EXTRACTED ENTRIES.
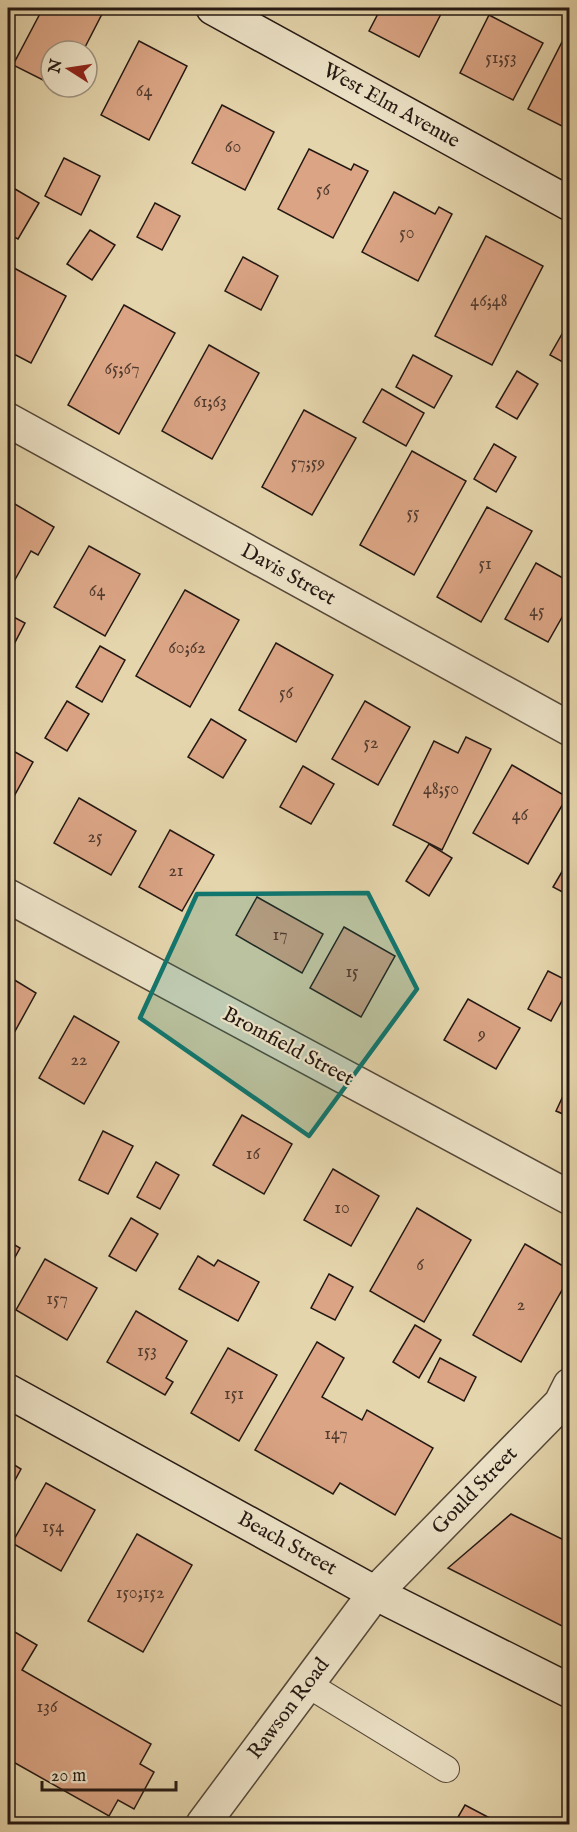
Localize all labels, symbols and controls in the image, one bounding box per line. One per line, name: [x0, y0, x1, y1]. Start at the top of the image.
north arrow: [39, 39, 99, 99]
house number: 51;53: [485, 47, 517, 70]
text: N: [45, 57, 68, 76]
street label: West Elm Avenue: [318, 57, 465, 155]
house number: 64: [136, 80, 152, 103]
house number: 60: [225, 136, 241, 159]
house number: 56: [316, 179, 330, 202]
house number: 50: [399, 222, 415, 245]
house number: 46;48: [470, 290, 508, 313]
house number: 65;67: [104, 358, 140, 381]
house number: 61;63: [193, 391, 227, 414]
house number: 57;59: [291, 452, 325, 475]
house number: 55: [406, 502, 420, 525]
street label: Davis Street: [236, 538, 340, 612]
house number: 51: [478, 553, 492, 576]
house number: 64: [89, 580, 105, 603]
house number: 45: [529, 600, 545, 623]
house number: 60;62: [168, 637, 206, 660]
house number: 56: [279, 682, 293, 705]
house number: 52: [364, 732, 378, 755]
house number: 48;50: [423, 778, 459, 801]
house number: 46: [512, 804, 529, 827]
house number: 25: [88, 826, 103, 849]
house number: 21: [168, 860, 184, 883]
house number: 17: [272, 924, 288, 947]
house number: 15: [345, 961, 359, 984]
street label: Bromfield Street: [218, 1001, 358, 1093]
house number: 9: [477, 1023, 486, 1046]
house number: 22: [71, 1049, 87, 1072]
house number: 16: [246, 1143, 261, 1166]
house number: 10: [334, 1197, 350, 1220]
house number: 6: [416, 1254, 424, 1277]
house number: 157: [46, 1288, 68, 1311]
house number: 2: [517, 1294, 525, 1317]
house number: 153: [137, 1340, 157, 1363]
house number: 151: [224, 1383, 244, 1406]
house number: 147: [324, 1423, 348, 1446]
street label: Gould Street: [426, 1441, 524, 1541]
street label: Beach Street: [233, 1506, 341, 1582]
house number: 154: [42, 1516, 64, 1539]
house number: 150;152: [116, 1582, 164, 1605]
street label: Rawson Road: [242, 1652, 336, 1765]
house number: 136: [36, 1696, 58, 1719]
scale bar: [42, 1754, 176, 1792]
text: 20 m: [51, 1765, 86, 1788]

TASK DESCRIPTION.
Where the string "street" occurs in a line of the listing above, count that line, then report the total and nothing else.

YOUR RESPONSE.
6